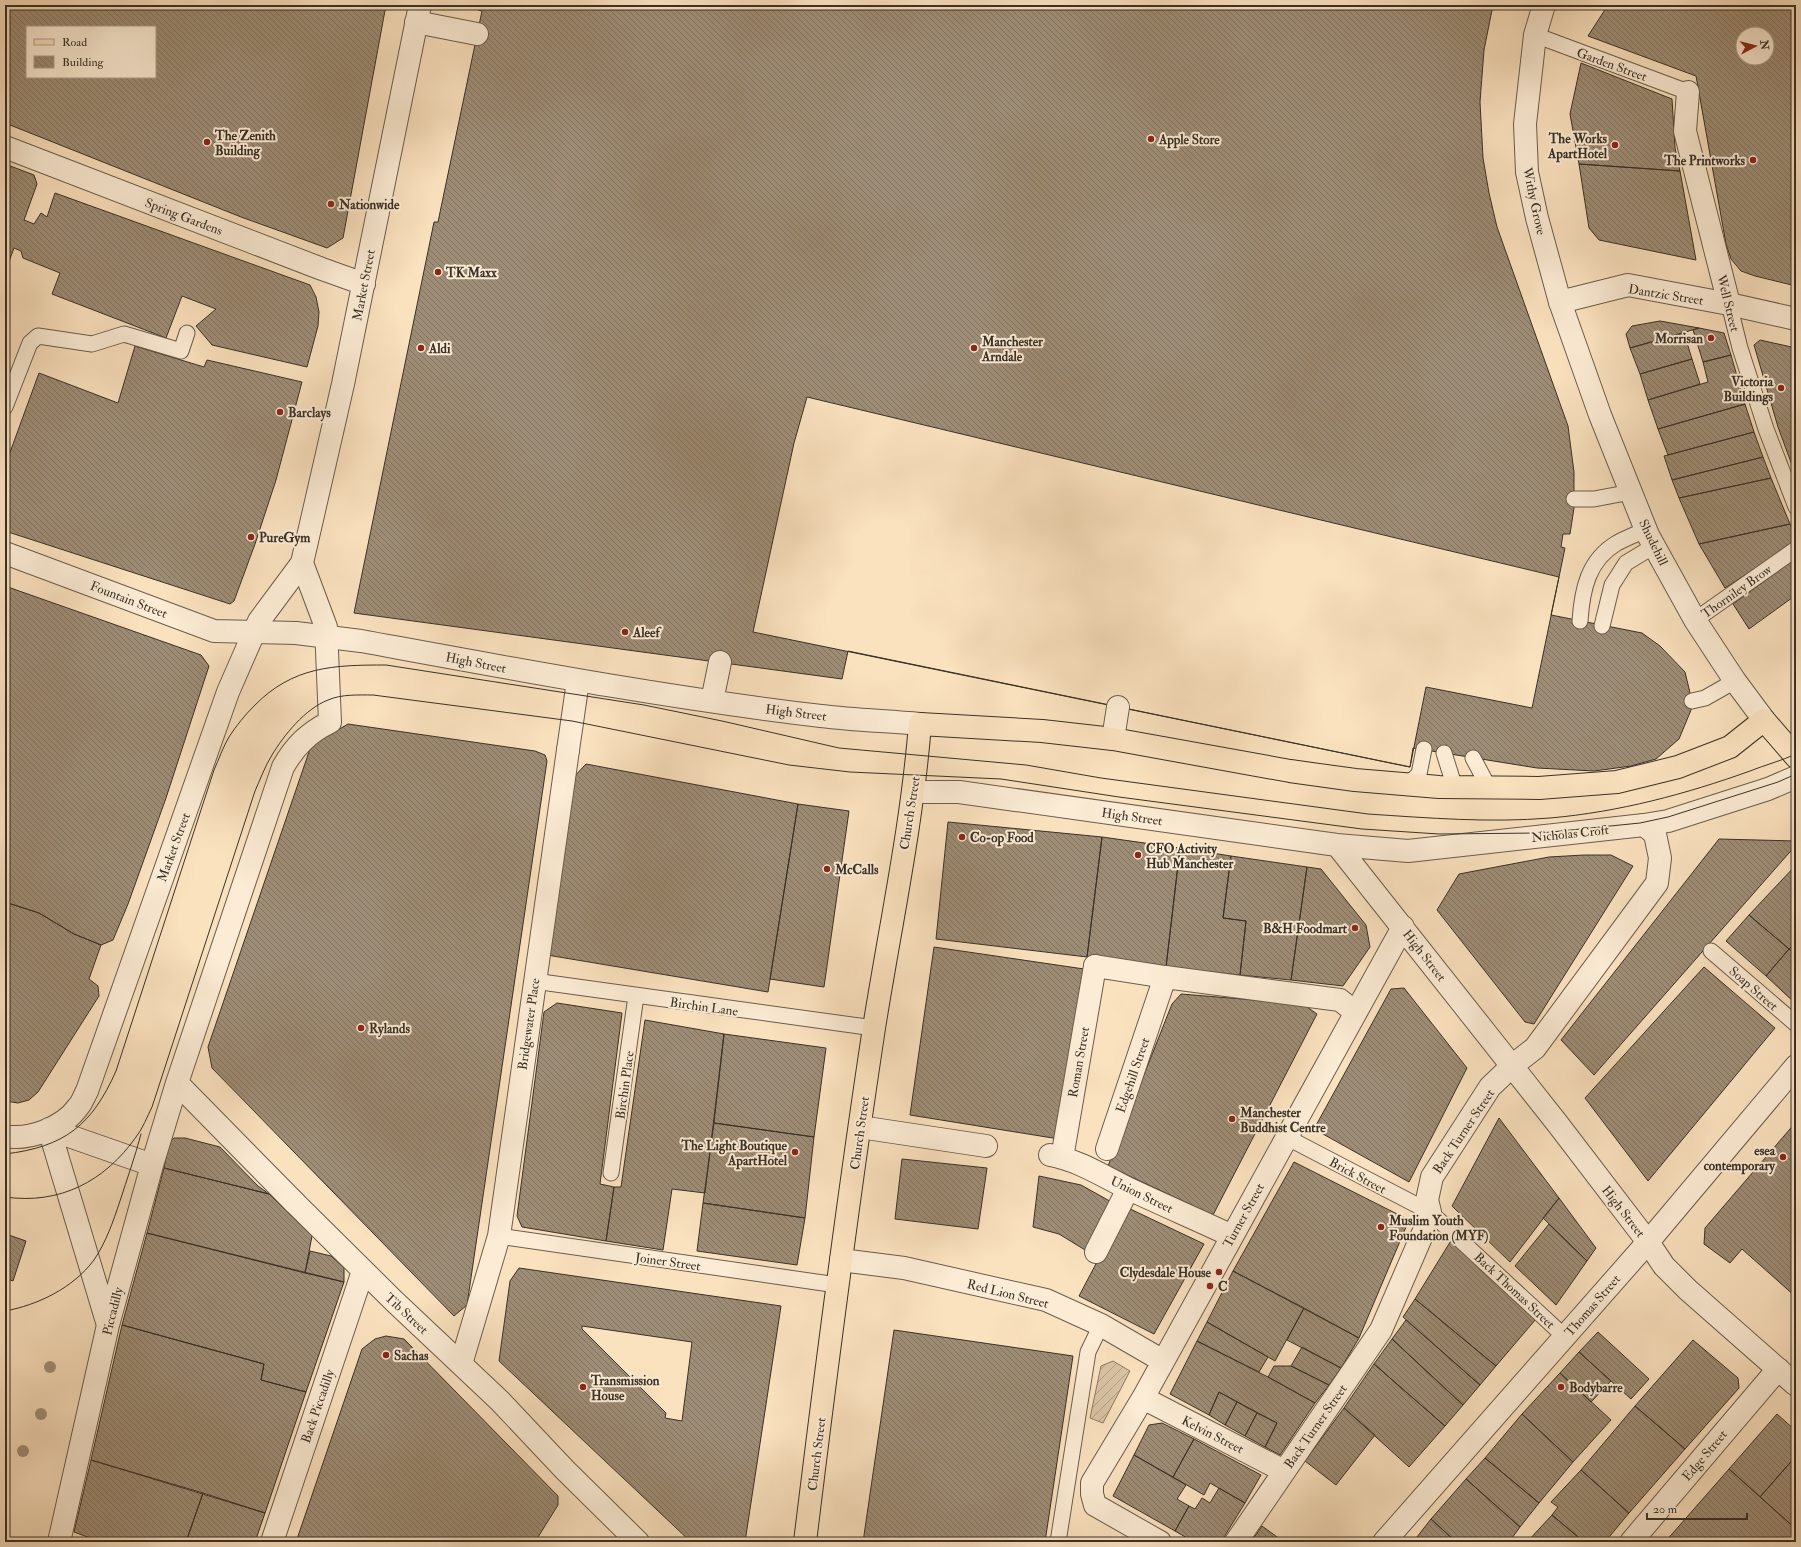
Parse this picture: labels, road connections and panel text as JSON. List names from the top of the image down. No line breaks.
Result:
{"streets":{"main road":["Shudehill","High Street","Church Street"],"street":["Withy Grove","Spring Gardens","Market Street","Dantzic Street","Well Street","Fountain Street","Nicholas Croft","Bridgewater Place","Roman Street","Edgehill Street","Back Turner Street","Union Street","Turner Street","Red Lion Street","Thomas Street","Piccadilly","Tib Street","Back Piccadilly","Kelvin Street","Edge Street"],"lane":["Garden Street","Thorniley Brow","Soap Street","Birchin Lane","Birchin Place","Brick Street","Joiner Street","Back Thomas Street"]},"crossings":[["Garden Street","Withy Grove"],["Garden Street","Well Street"],["Withy Grove","Dantzic Street"],["Withy Grove","Shudehill"],["Spring Gardens","Market Street"],["Market Street","Fountain Street"],["Market Street","High Street"],["Dantzic Street","Well Street"],["Dantzic Street","Shudehill"],["Shudehill","Thorniley Brow"],["Fountain Street","High Street"],["High Street","Church Street"],["High Street","Nicholas Croft"],["High Street","Bridgewater Place"],["High Street","Back Turner Street"],["High Street","Turner Street"],["High Street","Thomas Street"],["High Street","Edge Street"],["Church Street","Birchin Lane"],["Church Street","Joiner Street"],["Church Street","Red Lion Street"],["Nicholas Croft","Back Turner Street"],["Birchin Lane","Bridgewater Place"],["Birchin Lane","Birchin Place"],["Bridgewater Place","Joiner Street"],["Bridgewater Place","Tib Street"],["Roman Street","Edgehill Street"],["Roman Street","Union Street"],["Edgehill Street","Union Street"],["Back Turner Street","Brick Street"],["Back Turner Street","Back Thomas Street"],["Back Turner Street","Kelvin Street"],["Brick Street","Turner Street"],["Brick Street","Back Thomas Street"],["Union Street","Turner Street"],["Turner Street","Red Lion Street"],["Turner Street","Kelvin Street"],["Back Thomas Street","Thomas Street"],["Piccadilly","Tib Street"],["Tib Street","Back Piccadilly"]],"places":["Apple Store","The Zenith Building","The Works ApartHotel","The Printworks","Nationwide","TK Maxx","Morrisan","Aldi","Manchester Arndale","Victoria Buildings","Barclays","PureGym","Aleef","Co-op Food","CFO Activity Hub Manchester","McCalls","B&H Foodmart","Rylands","Manchester Buddhist Centre","The Light Boutique ApartHotel","esea contemporary","Muslim Youth Foundation (MYF)","Clydesdale House","C","Sachas","Transmission House","Bodybarre"],"legend":["Road","Building"],"scale_bar":"20 m","north":"right"}
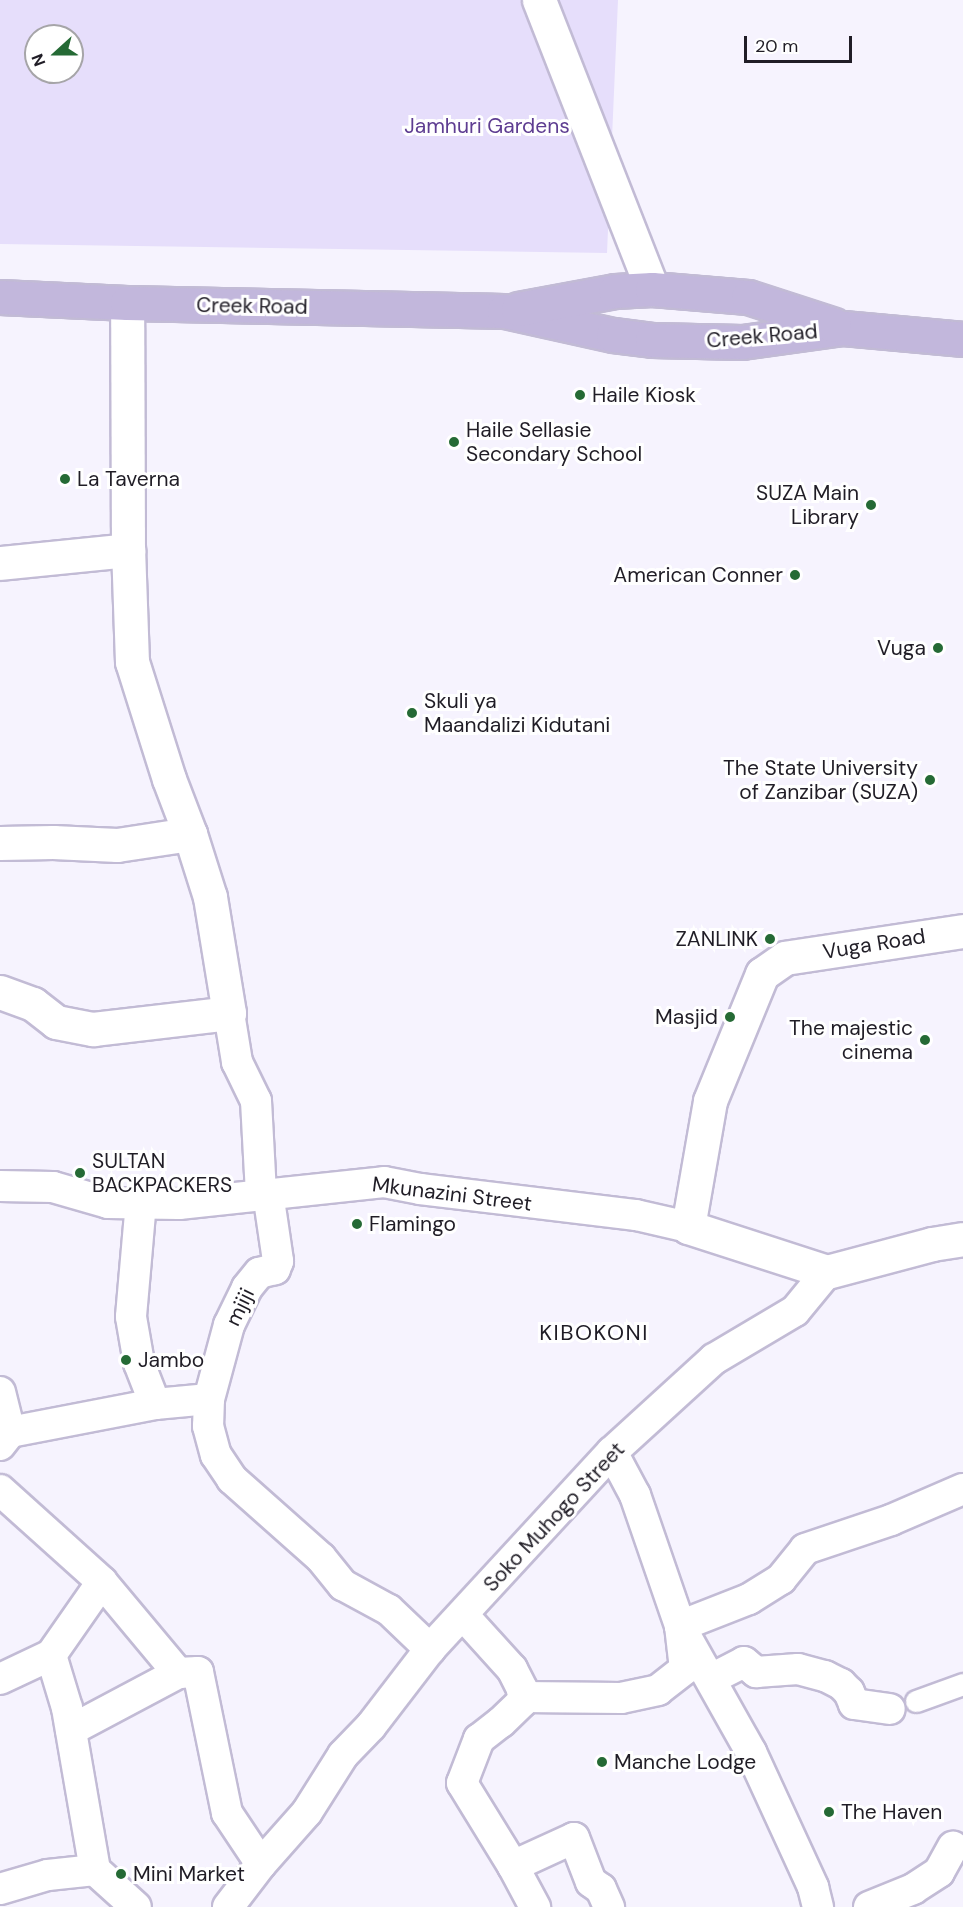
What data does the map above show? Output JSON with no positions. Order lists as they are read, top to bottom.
{
  "streets": {
    "main road": ["Creek Road"],
    "street": [
      "Vuga Road",
      "Mkunazini Street",
      "mjiji",
      "Soko Muhogo Street"
    ]
  },
  "crossings": [
    ["Vuga Road", "Mkunazini Street"],
    ["Mkunazini Street", "mjiji"],
    ["Mkunazini Street", "Soko Muhogo Street"]
  ],
  "districts": ["KIBOKONI"],
  "parks": ["Jamhuri Gardens"],
  "places": [
    "Haile Kiosk",
    "Haile Sellasie Secondary School",
    "La Taverna",
    "SUZA Main Library",
    "American Conner",
    "Vuga",
    "Skuli ya Maandalizi Kidutani",
    "The State University of Zanzibar (SUZA)",
    "ZANLINK",
    "Masjid",
    "The majestic cinema",
    "SULTAN BACKPACKERS",
    "Flamingo",
    "Jambo",
    "Manche Lodge",
    "The Haven",
    "Mini Market"
  ],
  "scale_bar": "20 m",
  "north": "left"
}
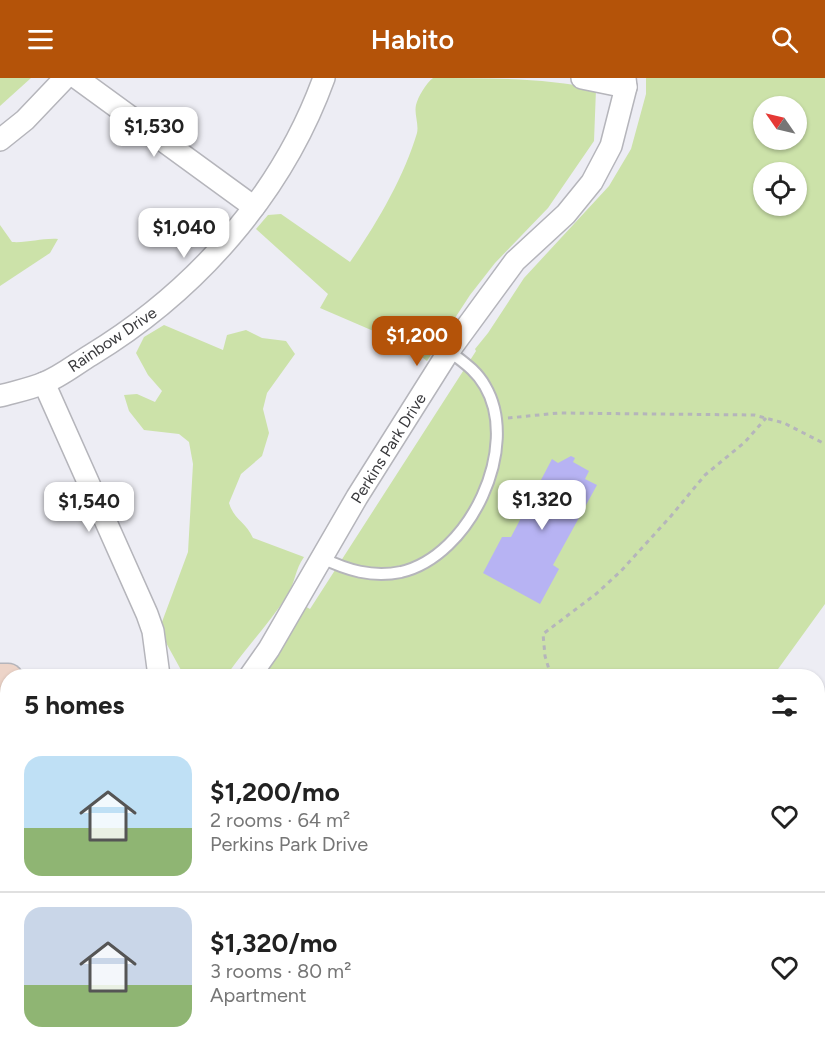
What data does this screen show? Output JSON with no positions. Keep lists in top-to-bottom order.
{
  "streets": {
    "street": ["Rainbow Drive", "Perkins Park Drive"]
  },
  "north": "top left",
  "page": {
    "header": "Habito",
    "price": [
      "$1,530",
      "$1,040",
      "$1,200",
      "$1,320",
      "$1,540"
    ],
    "heading": "5 homes",
    "list": [
      {
        "name": "$1,200/mo",
        "note": "2 rooms · 64 m² · Perkins Park Drive"
      },
      {
        "name": "$1,320/mo",
        "note": "3 rooms · 80 m² · Apartment"
      }
    ]
  }
}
■ ■ ■ ■ ■
*Work task*
The material shown above is to be repeated verbatim, and its pictures are to be omitted.

*Task output*
Parse this picture: labels, road connections and panel text as JSON. List names from the top of the image down. No line breaks.
Result:
{"streets":{"main road":["Shudehill","High Street","Church Street"],"street":["Withy Grove","Spring Gardens","Market Street","Dantzic Street","Well Street","Fountain Street","Nicholas Croft","Bridgewater Place","Roman Street","Edgehill Street","Back Turner Street","Union Street","Turner Street","Red Lion Street","Thomas Street","Piccadilly","Tib Street","Back Piccadilly","Kelvin Street","Edge Street"],"lane":["Garden Street","Thorniley Brow","Soap Street","Birchin Lane","Birchin Place","Brick Street","Joiner Street","Back Thomas Street"]},"crossings":[["Garden Street","Withy Grove"],["Garden Street","Well Street"],["Withy Grove","Dantzic Street"],["Withy Grove","Shudehill"],["Spring Gardens","Market Street"],["Market Street","Fountain Street"],["Market Street","High Street"],["Dantzic Street","Well Street"],["Dantzic Street","Shudehill"],["Shudehill","Thorniley Brow"],["Fountain Street","High Street"],["High Street","Church Street"],["High Street","Nicholas Croft"],["High Street","Bridgewater Place"],["High Street","Back Turner Street"],["High Street","Turner Street"],["High Street","Thomas Street"],["High Street","Edge Street"],["Church Street","Birchin Lane"],["Church Street","Joiner Street"],["Church Street","Red Lion Street"],["Nicholas Croft","Back Turner Street"],["Birchin Lane","Bridgewater Place"],["Birchin Lane","Birchin Place"],["Bridgewater Place","Joiner Street"],["Bridgewater Place","Tib Street"],["Roman Street","Edgehill Street"],["Roman Street","Union Street"],["Edgehill Street","Union Street"],["Back Turner Street","Brick Street"],["Back Turner Street","Back Thomas Street"],["Back Turner Street","Kelvin Street"],["Brick Street","Turner Street"],["Brick Street","Back Thomas Street"],["Union Street","Turner Street"],["Turner Street","Red Lion Street"],["Turner Street","Kelvin Street"],["Back Thomas Street","Thomas Street"],["Piccadilly","Tib Street"],["Tib Street","Back Piccadilly"]],"places":["Apple Store","The Zenith Building","The Works ApartHotel","The Printworks","Nationwide","TK Maxx","Morrisan","Aldi","Manchester Arndale","Victoria Buildings","Barclays","PureGym","Aleef","Co-op Food","CFO Activity Hub Manchester","McCalls","B&H Foodmart","Rylands","Manchester Buddhist Centre","The Light Boutique ApartHotel","esea contemporary","Muslim Youth Foundation (MYF)","Clydesdale House","C","Sachas","Transmission House","Bodybarre"],"legend":["Road","Building"],"scale_bar":"20 m","north":"right"}
What data does the map above show? Output JSON with no positions. Order lists as they are read, top to bottom.
{
  "streets": {
    "main road": ["Creek Road"],
    "street": [
      "Vuga Road",
      "Mkunazini Street",
      "mjiji",
      "Soko Muhogo Street"
    ]
  },
  "crossings": [
    ["Vuga Road", "Mkunazini Street"],
    ["Mkunazini Street", "mjiji"],
    ["Mkunazini Street", "Soko Muhogo Street"]
  ],
  "districts": ["KIBOKONI"],
  "parks": ["Jamhuri Gardens"],
  "places": [
    "Haile Kiosk",
    "Haile Sellasie Secondary School",
    "La Taverna",
    "SUZA Main Library",
    "American Conner",
    "Vuga",
    "Skuli ya Maandalizi Kidutani",
    "The State University of Zanzibar (SUZA)",
    "ZANLINK",
    "Masjid",
    "The majestic cinema",
    "SULTAN BACKPACKERS",
    "Flamingo",
    "Jambo",
    "Manche Lodge",
    "The Haven",
    "Mini Market"
  ],
  "scale_bar": "20 m",
  "north": "left"
}
What data does this screen show? Output JSON with no positions. Keep lists in top-to-bottom order.
{
  "streets": {
    "street": ["Rainbow Drive", "Perkins Park Drive"]
  },
  "north": "top left",
  "page": {
    "header": "Habito",
    "price": [
      "$1,530",
      "$1,040",
      "$1,200",
      "$1,320",
      "$1,540"
    ],
    "heading": "5 homes",
    "list": [
      {
        "name": "$1,200/mo",
        "note": "2 rooms · 64 m² · Perkins Park Drive"
      },
      {
        "name": "$1,320/mo",
        "note": "3 rooms · 80 m² · Apartment"
      }
    ]
  }
}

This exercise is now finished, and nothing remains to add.